Segment Open

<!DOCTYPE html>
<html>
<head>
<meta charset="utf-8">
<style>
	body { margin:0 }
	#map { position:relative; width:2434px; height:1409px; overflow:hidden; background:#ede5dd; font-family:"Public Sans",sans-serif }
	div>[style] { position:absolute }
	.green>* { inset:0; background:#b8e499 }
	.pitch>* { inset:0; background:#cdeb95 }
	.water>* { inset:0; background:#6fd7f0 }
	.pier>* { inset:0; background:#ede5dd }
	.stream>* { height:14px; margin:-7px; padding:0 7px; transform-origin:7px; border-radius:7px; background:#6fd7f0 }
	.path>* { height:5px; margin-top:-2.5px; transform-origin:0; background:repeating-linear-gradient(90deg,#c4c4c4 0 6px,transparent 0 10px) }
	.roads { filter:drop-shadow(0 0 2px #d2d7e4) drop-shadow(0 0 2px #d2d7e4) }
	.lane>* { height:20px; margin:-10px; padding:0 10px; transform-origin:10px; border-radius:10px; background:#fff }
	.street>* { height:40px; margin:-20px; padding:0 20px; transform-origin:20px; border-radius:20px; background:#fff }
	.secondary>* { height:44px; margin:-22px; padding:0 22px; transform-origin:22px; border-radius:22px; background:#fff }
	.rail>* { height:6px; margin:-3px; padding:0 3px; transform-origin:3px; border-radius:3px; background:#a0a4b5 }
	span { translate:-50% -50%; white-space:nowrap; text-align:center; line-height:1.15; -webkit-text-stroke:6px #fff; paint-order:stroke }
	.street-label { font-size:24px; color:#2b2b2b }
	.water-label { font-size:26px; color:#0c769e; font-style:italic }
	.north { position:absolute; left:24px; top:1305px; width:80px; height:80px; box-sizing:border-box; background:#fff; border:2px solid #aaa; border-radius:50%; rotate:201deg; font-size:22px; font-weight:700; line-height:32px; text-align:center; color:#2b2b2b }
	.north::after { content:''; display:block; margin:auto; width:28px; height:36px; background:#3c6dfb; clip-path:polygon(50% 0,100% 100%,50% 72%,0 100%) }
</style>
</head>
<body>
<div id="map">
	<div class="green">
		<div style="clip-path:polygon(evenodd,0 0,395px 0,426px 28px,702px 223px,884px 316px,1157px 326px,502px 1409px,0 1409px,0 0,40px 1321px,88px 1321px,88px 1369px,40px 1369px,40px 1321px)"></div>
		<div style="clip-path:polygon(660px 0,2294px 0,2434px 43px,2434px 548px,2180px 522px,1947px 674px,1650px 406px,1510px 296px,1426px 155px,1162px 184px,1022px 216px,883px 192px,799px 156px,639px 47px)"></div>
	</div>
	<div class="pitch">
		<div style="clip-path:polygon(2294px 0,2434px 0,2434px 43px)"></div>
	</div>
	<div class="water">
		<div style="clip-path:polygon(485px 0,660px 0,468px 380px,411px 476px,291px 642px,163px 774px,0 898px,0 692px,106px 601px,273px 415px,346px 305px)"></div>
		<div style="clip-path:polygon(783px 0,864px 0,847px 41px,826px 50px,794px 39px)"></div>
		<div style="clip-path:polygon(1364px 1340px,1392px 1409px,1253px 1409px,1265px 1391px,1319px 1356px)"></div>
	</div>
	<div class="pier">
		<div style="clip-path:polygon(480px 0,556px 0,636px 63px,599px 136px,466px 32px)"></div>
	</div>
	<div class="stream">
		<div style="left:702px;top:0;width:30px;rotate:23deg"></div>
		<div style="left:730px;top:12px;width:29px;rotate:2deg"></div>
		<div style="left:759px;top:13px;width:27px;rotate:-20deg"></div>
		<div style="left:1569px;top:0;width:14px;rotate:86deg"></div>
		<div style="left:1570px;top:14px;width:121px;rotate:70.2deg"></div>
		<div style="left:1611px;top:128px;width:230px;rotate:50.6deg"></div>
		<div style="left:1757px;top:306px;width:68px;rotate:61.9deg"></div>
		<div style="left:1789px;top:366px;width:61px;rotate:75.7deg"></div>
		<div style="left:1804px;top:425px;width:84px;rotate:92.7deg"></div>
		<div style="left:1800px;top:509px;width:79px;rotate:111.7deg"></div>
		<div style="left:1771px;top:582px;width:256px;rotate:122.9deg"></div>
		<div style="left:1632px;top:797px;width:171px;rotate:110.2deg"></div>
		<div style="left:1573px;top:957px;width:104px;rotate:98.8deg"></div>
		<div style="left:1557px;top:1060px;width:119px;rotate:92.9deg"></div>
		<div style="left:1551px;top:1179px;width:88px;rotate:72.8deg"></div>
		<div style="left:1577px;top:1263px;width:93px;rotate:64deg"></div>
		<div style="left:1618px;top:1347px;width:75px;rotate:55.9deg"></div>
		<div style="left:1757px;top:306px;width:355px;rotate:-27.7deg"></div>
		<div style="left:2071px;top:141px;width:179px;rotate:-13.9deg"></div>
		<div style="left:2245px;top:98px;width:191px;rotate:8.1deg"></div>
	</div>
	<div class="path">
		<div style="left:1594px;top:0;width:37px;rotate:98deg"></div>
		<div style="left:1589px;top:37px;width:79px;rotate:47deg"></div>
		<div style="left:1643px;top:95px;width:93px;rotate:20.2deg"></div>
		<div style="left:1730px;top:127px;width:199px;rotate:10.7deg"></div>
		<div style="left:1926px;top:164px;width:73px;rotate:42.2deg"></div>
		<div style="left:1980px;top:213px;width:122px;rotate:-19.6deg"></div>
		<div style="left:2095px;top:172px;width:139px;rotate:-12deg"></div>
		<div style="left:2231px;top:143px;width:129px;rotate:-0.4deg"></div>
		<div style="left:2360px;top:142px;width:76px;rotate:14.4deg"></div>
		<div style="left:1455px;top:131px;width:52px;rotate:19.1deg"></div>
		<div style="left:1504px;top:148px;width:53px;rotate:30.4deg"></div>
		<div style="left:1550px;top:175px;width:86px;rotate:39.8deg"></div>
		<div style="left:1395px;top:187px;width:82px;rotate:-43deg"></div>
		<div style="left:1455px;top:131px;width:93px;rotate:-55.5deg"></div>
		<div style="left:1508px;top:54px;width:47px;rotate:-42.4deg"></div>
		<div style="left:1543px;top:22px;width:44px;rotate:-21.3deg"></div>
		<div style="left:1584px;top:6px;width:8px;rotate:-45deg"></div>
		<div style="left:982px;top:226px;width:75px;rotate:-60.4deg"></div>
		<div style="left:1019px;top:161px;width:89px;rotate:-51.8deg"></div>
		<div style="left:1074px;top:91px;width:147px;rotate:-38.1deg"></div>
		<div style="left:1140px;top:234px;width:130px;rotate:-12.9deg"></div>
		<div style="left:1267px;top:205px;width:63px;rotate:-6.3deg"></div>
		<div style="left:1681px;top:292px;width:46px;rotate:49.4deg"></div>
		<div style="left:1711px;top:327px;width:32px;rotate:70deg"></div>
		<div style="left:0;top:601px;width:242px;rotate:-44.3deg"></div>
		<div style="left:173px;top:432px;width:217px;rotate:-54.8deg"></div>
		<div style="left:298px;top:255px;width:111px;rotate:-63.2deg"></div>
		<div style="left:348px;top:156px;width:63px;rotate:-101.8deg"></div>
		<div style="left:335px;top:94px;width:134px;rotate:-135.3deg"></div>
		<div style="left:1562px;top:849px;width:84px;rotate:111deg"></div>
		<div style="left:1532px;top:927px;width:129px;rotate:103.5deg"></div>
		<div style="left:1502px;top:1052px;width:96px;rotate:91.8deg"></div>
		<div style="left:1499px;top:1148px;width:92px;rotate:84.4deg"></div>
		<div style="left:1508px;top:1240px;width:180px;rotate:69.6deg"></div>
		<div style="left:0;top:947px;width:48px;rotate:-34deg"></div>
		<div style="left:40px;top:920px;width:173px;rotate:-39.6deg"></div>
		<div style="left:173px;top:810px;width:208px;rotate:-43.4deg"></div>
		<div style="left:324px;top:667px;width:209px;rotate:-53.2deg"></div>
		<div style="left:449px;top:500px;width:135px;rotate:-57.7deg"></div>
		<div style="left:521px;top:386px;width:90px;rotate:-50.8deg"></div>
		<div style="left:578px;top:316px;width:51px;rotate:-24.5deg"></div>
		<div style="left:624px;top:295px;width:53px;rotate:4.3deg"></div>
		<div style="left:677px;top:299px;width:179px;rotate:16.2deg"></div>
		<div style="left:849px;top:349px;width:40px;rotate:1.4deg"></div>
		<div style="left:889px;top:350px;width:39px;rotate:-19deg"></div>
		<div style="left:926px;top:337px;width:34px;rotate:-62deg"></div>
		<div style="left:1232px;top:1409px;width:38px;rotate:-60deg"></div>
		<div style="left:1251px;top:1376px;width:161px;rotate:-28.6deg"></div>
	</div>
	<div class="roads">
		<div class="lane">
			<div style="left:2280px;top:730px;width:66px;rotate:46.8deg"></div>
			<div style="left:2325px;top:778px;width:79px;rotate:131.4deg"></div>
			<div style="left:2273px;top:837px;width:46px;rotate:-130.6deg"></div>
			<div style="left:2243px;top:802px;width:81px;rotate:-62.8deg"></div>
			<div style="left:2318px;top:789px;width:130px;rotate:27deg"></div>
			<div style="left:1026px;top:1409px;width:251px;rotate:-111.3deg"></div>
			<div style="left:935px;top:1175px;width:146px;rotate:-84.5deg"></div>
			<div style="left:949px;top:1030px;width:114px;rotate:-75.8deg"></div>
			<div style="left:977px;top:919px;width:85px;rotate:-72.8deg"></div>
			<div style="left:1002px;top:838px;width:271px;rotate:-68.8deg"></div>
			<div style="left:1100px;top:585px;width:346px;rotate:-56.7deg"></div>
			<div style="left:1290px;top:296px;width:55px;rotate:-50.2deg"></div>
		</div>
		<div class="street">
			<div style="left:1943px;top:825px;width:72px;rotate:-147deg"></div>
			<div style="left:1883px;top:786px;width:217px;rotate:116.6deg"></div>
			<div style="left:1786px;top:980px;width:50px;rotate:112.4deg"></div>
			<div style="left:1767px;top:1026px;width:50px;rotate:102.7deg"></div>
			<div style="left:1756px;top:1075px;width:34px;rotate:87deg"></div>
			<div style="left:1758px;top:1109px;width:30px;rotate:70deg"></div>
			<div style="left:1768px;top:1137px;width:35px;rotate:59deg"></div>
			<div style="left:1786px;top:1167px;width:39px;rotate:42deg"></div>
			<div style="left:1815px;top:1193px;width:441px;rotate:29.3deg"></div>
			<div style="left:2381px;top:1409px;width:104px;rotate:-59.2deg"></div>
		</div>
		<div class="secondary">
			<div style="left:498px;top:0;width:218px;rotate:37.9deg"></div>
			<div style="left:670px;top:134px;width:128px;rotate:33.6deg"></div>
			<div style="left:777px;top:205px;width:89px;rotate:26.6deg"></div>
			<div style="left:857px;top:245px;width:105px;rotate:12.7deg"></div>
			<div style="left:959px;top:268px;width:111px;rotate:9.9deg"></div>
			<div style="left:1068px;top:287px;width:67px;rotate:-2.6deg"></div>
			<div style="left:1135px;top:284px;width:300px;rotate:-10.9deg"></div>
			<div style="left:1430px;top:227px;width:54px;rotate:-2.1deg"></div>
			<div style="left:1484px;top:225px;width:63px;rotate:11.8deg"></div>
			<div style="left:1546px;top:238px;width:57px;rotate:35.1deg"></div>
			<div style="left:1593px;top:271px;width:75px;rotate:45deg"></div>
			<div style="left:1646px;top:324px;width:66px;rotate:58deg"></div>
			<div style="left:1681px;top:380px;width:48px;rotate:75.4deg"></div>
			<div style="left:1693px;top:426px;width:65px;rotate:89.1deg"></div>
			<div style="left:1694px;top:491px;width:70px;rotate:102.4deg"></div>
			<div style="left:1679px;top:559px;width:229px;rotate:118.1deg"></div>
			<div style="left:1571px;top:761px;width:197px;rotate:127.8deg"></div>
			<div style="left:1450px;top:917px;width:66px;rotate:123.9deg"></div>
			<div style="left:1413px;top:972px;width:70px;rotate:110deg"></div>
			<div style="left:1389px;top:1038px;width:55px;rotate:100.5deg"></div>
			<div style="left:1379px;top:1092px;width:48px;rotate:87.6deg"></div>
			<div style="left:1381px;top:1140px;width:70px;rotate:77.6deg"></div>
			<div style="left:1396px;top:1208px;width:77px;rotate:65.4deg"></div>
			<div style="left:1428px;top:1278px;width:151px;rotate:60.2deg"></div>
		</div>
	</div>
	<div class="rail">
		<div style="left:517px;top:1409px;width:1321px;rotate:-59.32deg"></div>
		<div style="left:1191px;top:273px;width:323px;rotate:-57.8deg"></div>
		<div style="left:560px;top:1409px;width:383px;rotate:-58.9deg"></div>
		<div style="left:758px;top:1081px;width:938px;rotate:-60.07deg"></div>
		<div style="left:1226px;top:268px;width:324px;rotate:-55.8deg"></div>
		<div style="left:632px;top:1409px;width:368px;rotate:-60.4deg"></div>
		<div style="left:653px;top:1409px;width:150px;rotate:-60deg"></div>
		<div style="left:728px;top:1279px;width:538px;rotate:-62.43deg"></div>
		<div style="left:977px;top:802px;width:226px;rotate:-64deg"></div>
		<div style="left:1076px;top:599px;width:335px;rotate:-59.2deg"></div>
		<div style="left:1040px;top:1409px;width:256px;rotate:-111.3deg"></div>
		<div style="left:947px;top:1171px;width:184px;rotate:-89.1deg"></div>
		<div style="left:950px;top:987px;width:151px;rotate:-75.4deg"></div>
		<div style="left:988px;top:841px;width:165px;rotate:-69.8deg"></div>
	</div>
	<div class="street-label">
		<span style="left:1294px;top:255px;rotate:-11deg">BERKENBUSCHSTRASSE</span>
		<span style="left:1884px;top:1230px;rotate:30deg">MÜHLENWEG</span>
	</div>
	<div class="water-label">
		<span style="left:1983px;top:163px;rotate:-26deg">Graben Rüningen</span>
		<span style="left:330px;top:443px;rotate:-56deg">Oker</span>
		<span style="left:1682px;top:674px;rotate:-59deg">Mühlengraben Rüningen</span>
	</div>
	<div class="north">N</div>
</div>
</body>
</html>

Segment Closed

* _Task_
Only the count belongs in your answer, so please work out how many lines of the data contain "lane".

* _Exercise solution_
2